= WHAT YOU SHOULD DO =
Reproduce the complete set of records, exactly as they appear.

Stored data
_ _ _

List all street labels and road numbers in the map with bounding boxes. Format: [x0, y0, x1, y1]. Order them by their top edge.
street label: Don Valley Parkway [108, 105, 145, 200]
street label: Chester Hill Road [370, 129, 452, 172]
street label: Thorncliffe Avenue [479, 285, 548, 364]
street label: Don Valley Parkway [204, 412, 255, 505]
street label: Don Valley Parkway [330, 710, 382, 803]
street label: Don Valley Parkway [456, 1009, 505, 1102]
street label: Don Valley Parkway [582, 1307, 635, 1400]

_ _ _

= OUTPUT BELOW =
List all street labels and road numbers in the map with bounding boxes. Format: [x0, y0, x1, y1]. Order them by their top edge.
street label: Don Valley Parkway [108, 105, 145, 200]
street label: Chester Hill Road [370, 129, 452, 172]
street label: Thorncliffe Avenue [479, 285, 548, 364]
street label: Don Valley Parkway [204, 412, 255, 505]
street label: Don Valley Parkway [330, 710, 382, 803]
street label: Don Valley Parkway [456, 1009, 505, 1102]
street label: Don Valley Parkway [582, 1307, 635, 1400]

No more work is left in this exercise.